TASK GOAL: With pictures left out, retype the lines from the start of the records through the one that contains "position:absolute; left:12px; top:12px;".

RECORDS TO USE:
★ ★ ★ ★

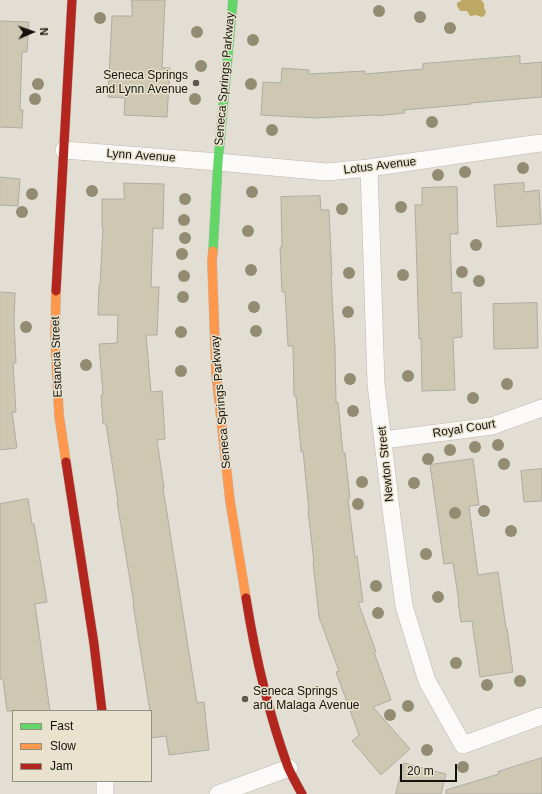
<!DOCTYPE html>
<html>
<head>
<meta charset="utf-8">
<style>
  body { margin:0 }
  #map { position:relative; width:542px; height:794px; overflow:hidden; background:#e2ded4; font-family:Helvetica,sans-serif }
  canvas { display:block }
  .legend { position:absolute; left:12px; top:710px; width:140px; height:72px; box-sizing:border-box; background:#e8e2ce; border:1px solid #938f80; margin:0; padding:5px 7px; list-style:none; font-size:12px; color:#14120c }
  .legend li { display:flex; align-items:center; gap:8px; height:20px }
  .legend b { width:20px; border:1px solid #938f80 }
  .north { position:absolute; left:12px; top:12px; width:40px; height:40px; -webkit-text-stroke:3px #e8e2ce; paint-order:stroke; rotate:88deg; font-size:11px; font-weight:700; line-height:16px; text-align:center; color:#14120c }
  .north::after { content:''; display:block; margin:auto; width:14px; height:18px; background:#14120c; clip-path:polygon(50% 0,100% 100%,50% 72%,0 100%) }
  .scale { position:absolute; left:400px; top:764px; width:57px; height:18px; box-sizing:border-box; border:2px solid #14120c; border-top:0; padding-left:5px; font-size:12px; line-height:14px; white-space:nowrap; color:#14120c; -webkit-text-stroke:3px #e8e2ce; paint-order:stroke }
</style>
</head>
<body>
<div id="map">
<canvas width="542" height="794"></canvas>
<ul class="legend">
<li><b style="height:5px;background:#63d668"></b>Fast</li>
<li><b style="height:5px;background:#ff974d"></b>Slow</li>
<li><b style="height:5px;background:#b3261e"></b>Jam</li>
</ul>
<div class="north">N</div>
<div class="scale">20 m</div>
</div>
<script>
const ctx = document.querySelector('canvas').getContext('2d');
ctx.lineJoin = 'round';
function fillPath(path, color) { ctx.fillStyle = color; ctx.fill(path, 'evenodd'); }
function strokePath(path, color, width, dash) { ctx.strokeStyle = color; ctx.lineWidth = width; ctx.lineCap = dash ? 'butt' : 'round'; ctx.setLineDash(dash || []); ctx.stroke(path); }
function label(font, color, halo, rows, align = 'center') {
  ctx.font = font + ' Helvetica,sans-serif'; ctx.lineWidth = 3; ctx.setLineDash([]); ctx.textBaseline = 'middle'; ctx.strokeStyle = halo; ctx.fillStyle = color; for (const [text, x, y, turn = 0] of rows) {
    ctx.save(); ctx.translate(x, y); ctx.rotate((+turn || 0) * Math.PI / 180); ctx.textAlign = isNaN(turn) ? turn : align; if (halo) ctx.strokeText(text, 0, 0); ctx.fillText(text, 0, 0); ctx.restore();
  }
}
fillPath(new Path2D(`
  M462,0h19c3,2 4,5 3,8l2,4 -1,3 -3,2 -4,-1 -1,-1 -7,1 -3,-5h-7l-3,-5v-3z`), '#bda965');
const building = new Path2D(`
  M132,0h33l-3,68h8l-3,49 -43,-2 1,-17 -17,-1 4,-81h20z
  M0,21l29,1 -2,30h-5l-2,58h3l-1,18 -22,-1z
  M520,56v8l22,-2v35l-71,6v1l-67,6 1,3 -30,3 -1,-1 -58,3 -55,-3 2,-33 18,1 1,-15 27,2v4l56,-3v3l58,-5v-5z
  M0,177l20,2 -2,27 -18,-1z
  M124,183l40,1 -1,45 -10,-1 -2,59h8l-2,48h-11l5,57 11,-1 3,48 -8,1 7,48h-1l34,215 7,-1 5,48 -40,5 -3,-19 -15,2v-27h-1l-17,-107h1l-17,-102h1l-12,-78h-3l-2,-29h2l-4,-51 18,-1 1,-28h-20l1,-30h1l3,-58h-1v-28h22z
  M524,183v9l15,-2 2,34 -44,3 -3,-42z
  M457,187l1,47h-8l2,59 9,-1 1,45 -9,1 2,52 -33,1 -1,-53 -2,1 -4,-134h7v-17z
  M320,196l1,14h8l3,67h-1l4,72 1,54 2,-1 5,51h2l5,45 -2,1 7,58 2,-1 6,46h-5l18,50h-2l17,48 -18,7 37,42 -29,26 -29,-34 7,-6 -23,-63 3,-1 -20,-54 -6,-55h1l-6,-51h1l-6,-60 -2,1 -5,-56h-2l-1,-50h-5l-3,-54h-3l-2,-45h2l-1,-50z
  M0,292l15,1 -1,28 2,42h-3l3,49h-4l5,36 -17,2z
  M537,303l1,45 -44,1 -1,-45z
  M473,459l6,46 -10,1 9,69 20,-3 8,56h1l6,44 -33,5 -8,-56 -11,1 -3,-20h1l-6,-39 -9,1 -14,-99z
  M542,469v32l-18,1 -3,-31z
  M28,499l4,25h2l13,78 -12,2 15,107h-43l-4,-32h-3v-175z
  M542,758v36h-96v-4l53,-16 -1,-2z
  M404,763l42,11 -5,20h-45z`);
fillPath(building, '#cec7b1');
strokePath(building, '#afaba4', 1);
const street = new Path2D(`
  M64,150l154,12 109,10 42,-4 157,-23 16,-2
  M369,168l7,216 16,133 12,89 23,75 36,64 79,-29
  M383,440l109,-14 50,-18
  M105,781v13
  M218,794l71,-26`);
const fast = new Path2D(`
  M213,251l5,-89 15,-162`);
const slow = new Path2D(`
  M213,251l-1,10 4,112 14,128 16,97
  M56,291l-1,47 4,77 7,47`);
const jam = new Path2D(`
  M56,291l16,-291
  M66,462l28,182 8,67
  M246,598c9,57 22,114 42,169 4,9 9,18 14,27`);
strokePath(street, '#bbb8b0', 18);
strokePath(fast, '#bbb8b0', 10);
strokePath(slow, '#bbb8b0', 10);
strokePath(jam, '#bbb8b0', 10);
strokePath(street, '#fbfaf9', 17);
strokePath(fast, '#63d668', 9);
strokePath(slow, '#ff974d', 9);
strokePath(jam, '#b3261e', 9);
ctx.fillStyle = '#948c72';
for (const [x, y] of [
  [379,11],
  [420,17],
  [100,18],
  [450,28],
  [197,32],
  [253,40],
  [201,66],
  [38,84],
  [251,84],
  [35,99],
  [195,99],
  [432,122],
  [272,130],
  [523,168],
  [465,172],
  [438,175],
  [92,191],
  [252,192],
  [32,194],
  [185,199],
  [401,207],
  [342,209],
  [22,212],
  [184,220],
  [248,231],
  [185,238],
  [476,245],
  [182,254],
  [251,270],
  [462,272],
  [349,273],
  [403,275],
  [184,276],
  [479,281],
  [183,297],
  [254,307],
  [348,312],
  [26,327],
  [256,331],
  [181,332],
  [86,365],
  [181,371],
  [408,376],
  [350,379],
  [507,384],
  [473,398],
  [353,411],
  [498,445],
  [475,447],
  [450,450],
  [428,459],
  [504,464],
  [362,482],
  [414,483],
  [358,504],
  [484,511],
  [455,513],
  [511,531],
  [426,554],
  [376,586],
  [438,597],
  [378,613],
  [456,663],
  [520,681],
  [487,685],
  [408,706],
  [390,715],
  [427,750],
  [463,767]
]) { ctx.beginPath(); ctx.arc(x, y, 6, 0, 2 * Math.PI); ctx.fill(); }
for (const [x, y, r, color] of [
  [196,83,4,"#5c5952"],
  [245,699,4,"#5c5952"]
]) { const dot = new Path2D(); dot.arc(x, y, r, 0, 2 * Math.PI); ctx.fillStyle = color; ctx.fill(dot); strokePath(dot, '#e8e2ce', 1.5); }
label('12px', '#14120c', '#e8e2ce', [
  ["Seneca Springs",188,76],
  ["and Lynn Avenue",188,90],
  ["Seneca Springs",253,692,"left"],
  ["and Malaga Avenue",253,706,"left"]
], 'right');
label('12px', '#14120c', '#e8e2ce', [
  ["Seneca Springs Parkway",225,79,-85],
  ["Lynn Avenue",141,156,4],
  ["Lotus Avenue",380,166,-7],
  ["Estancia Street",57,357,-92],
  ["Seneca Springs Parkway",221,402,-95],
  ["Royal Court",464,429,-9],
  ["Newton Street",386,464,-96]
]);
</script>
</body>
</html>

★ ★ ★ ★

ANSWER TO THE PROBLEM:
<!DOCTYPE html>
<html>
<head>
<meta charset="utf-8">
<style>
  body { margin:0 }
  #map { position:relative; width:542px; height:794px; overflow:hidden; background:#e2ded4; font-family:Helvetica,sans-serif }
  canvas { display:block }
  .legend { position:absolute; left:12px; top:710px; width:140px; height:72px; box-sizing:border-box; background:#e8e2ce; border:1px solid #938f80; margin:0; padding:5px 7px; list-style:none; font-size:12px; color:#14120c }
  .legend li { display:flex; align-items:center; gap:8px; height:20px }
  .legend b { width:20px; border:1px solid #938f80 }
  .north { position:absolute; left:12px; top:12px; width:40px; height:40px; -webkit-text-stroke:3px #e8e2ce; paint-order:stroke; rotate:88deg; font-size:11px; font-weight:700; line-height:16px; text-align:center; color:#14120c }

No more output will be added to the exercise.